# Pincone Embeddings Retriever

Here we will develop a retriever that will perform a similarity search between our query and vectors within our vector database.

Pinecone holds all of your embeddings in the "cloud". In order to find content that will add context to our query's answer, we will search this database for documents that are similar to the query. 

A similarity search is performed finding the closest vectors to the query vector within the n-dimensional space.
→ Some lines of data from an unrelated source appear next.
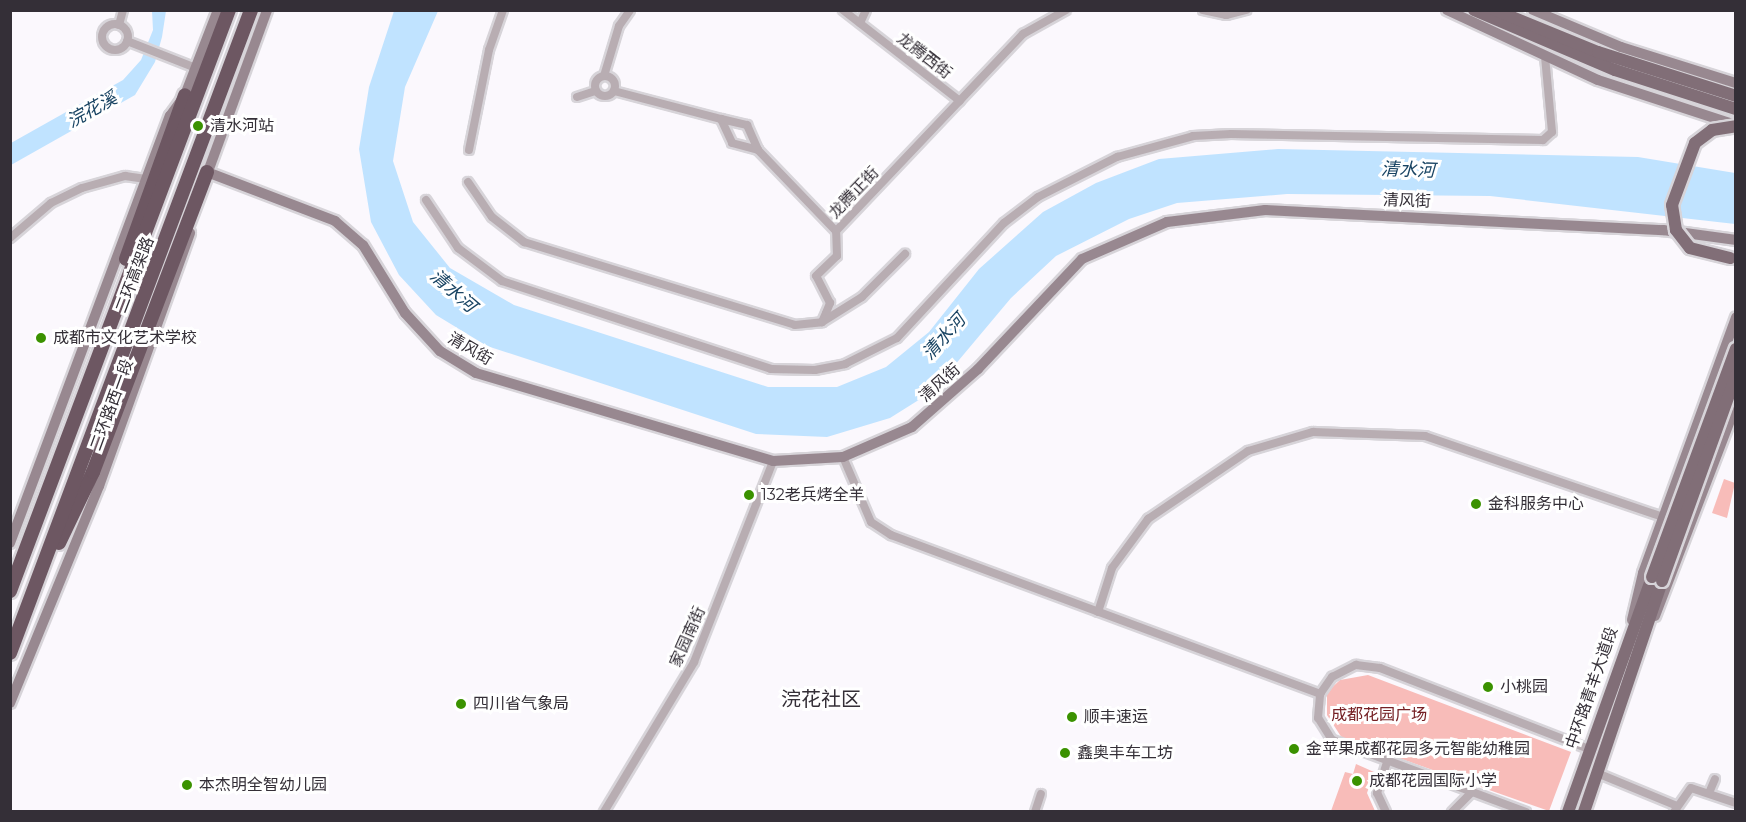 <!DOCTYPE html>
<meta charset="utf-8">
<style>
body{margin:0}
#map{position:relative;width:1746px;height:822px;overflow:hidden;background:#fbf8fd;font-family:Montserrat,"Noto Sans SC",sans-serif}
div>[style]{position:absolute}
.green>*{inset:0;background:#f8bcb9}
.water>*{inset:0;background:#c0e3ff}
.roads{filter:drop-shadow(2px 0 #d7d4d9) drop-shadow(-2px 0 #d7d4d9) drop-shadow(0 2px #d7d4d9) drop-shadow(0 -2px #d7d4d9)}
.street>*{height:8px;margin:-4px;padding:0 4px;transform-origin:4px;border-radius:4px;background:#b8adb2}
.street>.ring{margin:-4px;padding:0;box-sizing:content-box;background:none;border:8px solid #b8adb2;border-radius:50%}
.secondary>*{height:10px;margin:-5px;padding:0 5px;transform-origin:5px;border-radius:5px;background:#988890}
.primary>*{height:12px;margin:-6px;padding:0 6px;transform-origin:6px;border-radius:6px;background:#816e77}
.highway>*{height:14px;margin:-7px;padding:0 7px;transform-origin:7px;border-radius:7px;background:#6d5762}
.bridges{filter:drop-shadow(2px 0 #d7d4d9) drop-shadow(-2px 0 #d7d4d9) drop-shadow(0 2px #d7d4d9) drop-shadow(0 -2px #d7d4d9)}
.primary-bridge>*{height:12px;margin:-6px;padding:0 6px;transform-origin:6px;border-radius:6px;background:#816e77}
.dots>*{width:16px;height:16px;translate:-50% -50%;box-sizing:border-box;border:3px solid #fff;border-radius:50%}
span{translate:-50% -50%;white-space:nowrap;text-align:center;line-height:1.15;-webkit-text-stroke:6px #fff;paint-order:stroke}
.street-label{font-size:16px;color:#342f37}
.poi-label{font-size:16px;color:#342f37}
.left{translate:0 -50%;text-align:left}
.park-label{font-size:16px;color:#752024}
.water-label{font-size:18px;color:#194463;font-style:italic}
.quarter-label{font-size:20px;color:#342f37}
.frame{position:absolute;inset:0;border:12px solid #342f37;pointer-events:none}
</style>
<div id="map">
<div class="green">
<div style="clip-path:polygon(1724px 479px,1735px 483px,1727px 518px,1712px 513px)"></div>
<div style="clip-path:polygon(1368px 675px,1571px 752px,1549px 811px,1342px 738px,1327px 715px,1327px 692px,1340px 680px)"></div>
<div style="clip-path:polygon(1356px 764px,1374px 772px,1367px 793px,1375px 811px,1331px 811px,1345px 772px,1353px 774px)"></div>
</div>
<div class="water">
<div style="clip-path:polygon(152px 11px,166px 11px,162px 37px,155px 62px,135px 95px,11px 165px,11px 143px,123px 80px,141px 60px,153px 30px)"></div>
<div style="clip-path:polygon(394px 11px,438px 11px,405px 87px,393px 161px,413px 222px,450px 268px,514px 305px,768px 387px,837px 387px,886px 367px,929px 332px,979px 269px,1043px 212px,1096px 183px,1159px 159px,1278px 149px,1638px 157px,1735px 173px,1735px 224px,1490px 196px,1287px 194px,1177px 203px,1129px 219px,1056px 256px,1011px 298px,933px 391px,890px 418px,827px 437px,756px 434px,487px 346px,436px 315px,399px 275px,371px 222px,359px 149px,369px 87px)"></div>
</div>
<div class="roads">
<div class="street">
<div style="left:843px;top:10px;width:148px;rotate:37.9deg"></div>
<div style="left:1203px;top:10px;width:24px;rotate:12deg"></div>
<div style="left:1226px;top:15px;width:21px;rotate:-14deg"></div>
<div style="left:860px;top:23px;width:14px;rotate:-65deg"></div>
<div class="ring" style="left:102px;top:24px;width:18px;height:18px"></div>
<div style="left:119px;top:25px;width:16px;rotate:-75deg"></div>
<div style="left:127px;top:41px;width:74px;rotate:21.4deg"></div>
<div class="ring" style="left:595px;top:76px;width:12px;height:12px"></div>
<div style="left:604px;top:76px;width:52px;rotate:-73.3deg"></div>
<div style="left:619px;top:26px;width:19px;rotate:-55deg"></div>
<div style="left:614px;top:91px;width:111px;rotate:14.7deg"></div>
<div style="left:721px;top:119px;width:26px;rotate:65deg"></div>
<div style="left:732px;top:143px;width:27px;rotate:15deg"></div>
<div style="left:758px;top:150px;width:112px;rotate:46.1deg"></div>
<div style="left:836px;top:231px;width:272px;rotate:-46.5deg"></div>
<div style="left:1023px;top:34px;width:49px;rotate:-29.2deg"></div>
<div style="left:577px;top:97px;width:20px;rotate:-18deg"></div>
<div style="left:721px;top:119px;width:27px;rotate:13deg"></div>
<div style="left:747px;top:125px;width:27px;rotate:66deg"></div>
<div style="left:469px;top:150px;width:102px;rotate:-78.7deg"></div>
<div style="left:489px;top:50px;width:42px;rotate:-70.7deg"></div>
<div style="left:468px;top:182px;width:42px;rotate:55.6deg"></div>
<div style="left:492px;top:217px;width:41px;rotate:38deg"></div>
<div style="left:524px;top:242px;width:283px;rotate:17deg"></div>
<div style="left:795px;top:325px;width:27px;rotate:-6deg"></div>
<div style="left:822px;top:322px;width:10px;rotate:-66deg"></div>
<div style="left:826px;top:313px;width:11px;rotate:-68deg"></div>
<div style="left:830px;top:303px;width:30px;rotate:-117deg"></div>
<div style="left:816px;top:276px;width:29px;rotate:-44deg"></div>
<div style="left:837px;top:256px;width:25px;rotate:-92deg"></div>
<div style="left:426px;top:200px;width:58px;rotate:56.3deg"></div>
<div style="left:458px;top:248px;width:55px;rotate:36.9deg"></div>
<div style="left:502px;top:281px;width:283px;rotate:18.1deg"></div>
<div style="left:771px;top:369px;width:44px;rotate:1.3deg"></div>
<div style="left:815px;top:370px;width:31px;rotate:-11deg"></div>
<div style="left:845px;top:364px;width:58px;rotate:-26.6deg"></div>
<div style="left:897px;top:338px;width:157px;rotate:-47.1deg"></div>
<div style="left:1004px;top:223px;width:43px;rotate:-37.4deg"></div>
<div style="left:1038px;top:197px;width:89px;rotate:-26.9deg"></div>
<div style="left:1117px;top:157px;width:79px;rotate:-15.4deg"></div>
<div style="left:1193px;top:136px;width:38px;rotate:-3deg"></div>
<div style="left:1231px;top:134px;width:312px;rotate:1.1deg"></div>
<div style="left:1543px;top:140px;width:12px;rotate:-42deg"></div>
<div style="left:1552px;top:132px;width:75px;rotate:-95.3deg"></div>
<div style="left:10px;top:238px;width:54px;rotate:-40.5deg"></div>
<div style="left:51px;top:203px;width:34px;rotate:-26deg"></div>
<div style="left:82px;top:188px;width:45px;rotate:-15.6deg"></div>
<div style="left:125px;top:176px;width:21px;rotate:8deg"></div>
<div style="left:822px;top:322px;width:47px;rotate:-32deg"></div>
<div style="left:862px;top:297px;width:61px;rotate:-45deg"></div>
<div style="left:843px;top:457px;width:71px;rotate:66.7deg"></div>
<div style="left:871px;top:522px;width:24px;rotate:33deg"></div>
<div style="left:891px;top:535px;width:458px;rotate:20.3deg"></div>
<div style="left:1098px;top:612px;width:46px;rotate:-72.3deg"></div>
<div style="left:1112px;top:568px;width:61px;rotate:-53.7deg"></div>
<div style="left:1148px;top:519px;width:121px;rotate:-34.2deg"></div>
<div style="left:1248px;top:451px;width:68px;rotate:-16.3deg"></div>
<div style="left:1313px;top:432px;width:112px;rotate:2deg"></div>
<div style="left:1425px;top:436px;width:251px;rotate:18.8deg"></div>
<div style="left:1597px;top:773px;width:87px;rotate:22.4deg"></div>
<div style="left:1709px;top:793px;width:15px;rotate:-67deg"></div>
<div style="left:604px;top:812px;width:175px;rotate:-59deg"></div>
<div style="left:694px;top:662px;width:216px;rotate:-68.5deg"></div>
<div style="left:1035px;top:812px;width:19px;rotate:-72deg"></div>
<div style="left:1386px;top:812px;width:21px;rotate:-115deg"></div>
<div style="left:1377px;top:793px;width:33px;rotate:-72deg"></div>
<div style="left:1452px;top:812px;width:28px;rotate:-45deg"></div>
<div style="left:1526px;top:812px;width:207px;rotate:-159.6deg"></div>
<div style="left:1332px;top:740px;width:26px;rotate:-122deg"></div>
<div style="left:1318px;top:718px;width:24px;rotate:-85deg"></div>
<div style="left:1320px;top:694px;width:21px;rotate:-55deg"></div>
<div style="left:1332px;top:677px;width:27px;rotate:-27deg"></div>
<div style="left:1356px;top:665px;width:24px;rotate:7deg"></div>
<div style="left:1380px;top:668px;width:224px;rotate:21.2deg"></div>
<div style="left:1674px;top:812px;width:29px;rotate:-55deg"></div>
<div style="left:1691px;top:788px;width:47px;rotate:18.4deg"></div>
</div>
<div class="secondary">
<div style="left:1447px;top:10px;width:166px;rotate:24.9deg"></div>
<div style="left:1598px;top:80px;width:145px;rotate:18.1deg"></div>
<div style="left:1533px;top:10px;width:95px;rotate:22.8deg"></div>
<div style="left:1621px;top:47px;width:121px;rotate:17.4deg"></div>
<div style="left:207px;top:172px;width:137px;rotate:20.9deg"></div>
<div style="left:335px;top:221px;width:37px;rotate:41deg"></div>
<div style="left:363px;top:245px;width:80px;rotate:58.3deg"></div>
<div style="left:405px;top:313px;width:52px;rotate:47.4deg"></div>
<div style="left:440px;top:351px;width:42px;rotate:31.4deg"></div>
<div style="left:476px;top:373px;width:310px;rotate:16.5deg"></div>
<div style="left:773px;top:461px;width:70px;rotate:-3.3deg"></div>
<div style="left:843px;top:457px;width:75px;rotate:-23.5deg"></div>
<div style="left:912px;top:427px;width:88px;rotate:-41.3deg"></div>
<div style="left:978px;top:369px;width:151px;rotate:-46.6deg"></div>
<div style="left:1082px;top:259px;width:93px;rotate:-23.5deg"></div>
<div style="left:1167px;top:222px;width:99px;rotate:-7deg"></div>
<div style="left:1265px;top:210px;width:399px;rotate:2.9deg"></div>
<div style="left:1663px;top:230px;width:74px;rotate:7.8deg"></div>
<div style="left:206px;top:177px;width:178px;rotate:-69.9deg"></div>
<div style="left:10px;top:543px;width:456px;rotate:-69.5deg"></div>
<div style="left:170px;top:116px;width:26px;rotate:-54deg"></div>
<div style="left:185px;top:95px;width:91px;rotate:-68.8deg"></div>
<div style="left:1655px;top:616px;width:226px;rotate:-69deg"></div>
<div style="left:1632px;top:620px;width:48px;rotate:-76.8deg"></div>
<div style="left:1643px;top:573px;width:272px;rotate:-70deg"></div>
<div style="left:10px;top:703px;width:235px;rotate:-67.7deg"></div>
<div style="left:99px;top:486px;width:269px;rotate:-70.2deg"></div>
</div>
<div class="primary">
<div style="left:1474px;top:10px;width:153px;rotate:23.1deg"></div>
<div style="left:1615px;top:70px;width:127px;rotate:17.9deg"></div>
<div style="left:1495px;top:10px;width:111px;rotate:22.2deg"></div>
<div style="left:1598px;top:52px;width:145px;rotate:17.7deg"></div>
<div style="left:1568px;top:812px;width:250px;rotate:-70.3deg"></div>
<div style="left:1584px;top:812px;width:244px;rotate:-71.3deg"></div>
</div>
<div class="highway">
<div style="left:126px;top:259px;width:174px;rotate:-70.2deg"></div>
<div style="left:59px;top:543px;width:79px;rotate:-64.4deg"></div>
<div style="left:93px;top:472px;width:321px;rotate:-69.2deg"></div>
<div style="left:10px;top:591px;width:621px;rotate:-69.35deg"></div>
<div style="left:10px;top:653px;width:687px;rotate:-69.45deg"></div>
</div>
</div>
<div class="bridges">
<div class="primary-bridge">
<div style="left:1730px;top:258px;width:41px;rotate:-166deg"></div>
<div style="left:1690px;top:248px;width:23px;rotate:-128deg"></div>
<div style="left:1676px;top:230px;width:25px;rotate:-99deg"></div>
<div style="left:1672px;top:205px;width:66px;rotate:-69.6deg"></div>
<div style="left:1695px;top:143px;width:21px;rotate:-37deg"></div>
<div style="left:1712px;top:130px;width:24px;rotate:-9deg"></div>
<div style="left:1652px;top:577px;width:243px;rotate:-69.8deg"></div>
<div style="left:1662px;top:581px;width:219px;rotate:-70.2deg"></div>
</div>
</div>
<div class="dots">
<div style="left:198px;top:126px;background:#3b9200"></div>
<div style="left:41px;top:338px;background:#3b9200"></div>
<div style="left:749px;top:495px;background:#3b9200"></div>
<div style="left:1476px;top:504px;background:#3b9200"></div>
<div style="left:1488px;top:687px;background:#3b9200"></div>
<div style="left:461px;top:704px;background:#3b9200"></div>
<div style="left:1072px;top:717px;background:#3b9200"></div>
<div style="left:1294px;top:749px;background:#3b9200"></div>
<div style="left:1065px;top:753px;background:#3b9200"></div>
<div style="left:1357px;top:781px;background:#3b9200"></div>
<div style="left:187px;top:785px;background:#3b9200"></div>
</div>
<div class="street-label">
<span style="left:924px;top:56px;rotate:38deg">龙腾西街</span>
<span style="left:854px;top:193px;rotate:-46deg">龙腾正街</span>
<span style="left:1407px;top:201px;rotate:2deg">清风街</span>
<span style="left:135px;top:275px;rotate:-69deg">二环高架路</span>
<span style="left:470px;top:349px;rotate:30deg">清风街</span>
<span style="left:940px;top:383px;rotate:-42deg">清风街</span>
<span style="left:112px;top:405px;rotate:-70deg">二环路西一段</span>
<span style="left:688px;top:637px;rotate:-66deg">家园南街</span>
<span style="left:1592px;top:688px;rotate:-71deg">中环路青羊大道段</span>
</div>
<div class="poi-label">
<span class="left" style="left:210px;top:126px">清水河站</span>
<span class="left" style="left:53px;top:338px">成都市文化艺术学校</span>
<span class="left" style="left:761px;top:495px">132老兵烤全羊</span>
<span class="left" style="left:1488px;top:504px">金科服务中心</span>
<span class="left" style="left:1500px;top:687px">小桃园</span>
<span class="left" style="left:473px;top:704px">四川省气象局</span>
<span class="left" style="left:1084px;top:717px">顺丰速运</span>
<span class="left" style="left:1306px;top:749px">金苹果成都花园多元智能幼稚园</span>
<span class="left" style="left:1077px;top:753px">鑫奥丰车工坊</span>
<span class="left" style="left:1369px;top:781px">成都花园国际小学</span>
<span class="left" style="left:199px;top:785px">本杰明全智幼儿园</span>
</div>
<div class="park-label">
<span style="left:1379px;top:715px">成都花园广场</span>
</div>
<div class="water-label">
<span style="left:92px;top:110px;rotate:-29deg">浣花溪</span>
<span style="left:1408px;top:170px;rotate:2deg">清水河</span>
<span style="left:453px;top:291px;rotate:41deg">清水河</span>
<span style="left:944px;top:337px;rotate:-48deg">清水河</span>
</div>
<div class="quarter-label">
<span style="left:821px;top:699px">浣花社区</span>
</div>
<div class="frame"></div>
</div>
First we need to initialize a connection with Pinecone.

In [10]:
from typing import List, Iterator
import pandas as pd
import numpy as np
import os
import wget
from ast import literal_eval


In [22]:
api_key = os.getenv("PINECONE_API_KEY")

We have a Pinecone index that already has our embeddings. We will need  to create an connection to that database in order to query it. 

In [25]:
# Initialize connection
import dotenv
dotenv.load_dotenv()

from pinecone import Pinecone

# configure client
pc = Pinecone(api_key=os.getenv("PINECONE_API_KEY"))

In [26]:
from pinecone import ServerlessSpec

cloud = os.environ.get('PINECONE_CLOUD') or 'aws'
region = os.environ.get('PINECONE_REGION') or 'us-east-1'

spec = ServerlessSpec(cloud=cloud, region=region)

In [27]:
index_name = "rag-retriever-v1"

In [28]:
# check if index already exists
if index_name not in pc.list_indexes().names():
    # if does not exist, create index
    pc.create_index(
        index_name,
        dimension=768,
        metric="cosine",
        spec=spec,
    )
#connect to index   
index = pc.Index(index_name)
# view index stats
index.describe_index_stats()

{'dimension': 768,
 'index_fullness': 0.0,
 'namespaces': {'': {'vector_count': 127}},
 'total_vector_count': 127}

We now have a connection to our index `rag-retriever-v1`
It already has 127 vectors stored within it so we will use it to store our query embedding and perform similarity search

In [37]:
from sentence_transformers import SentenceTransformer
embedding_model = SentenceTransformer(model_name_or_path="all-mpnet-base-v2",
                                      device="cpu") # choose the device to load model to

# Notes: this will embed using local computing power. Learn more about the benefits (if any)
# of computing in the cloud

query = "this is a single sentence"
res = embedding_model.encode(query)

# retrieve from Pinecone
xq = res.tolist()

# get relevant contexts (including the questions)
res = index.query(vector=xq, top_k=2)

In [38]:
res

{'matches': [{'id': '122', 'score': 0.257955194, 'values': []},
             {'id': '126', 'score': 0.189704508, 'values': []}],
 'namespace': '',
 'usage': {'read_units': 5}}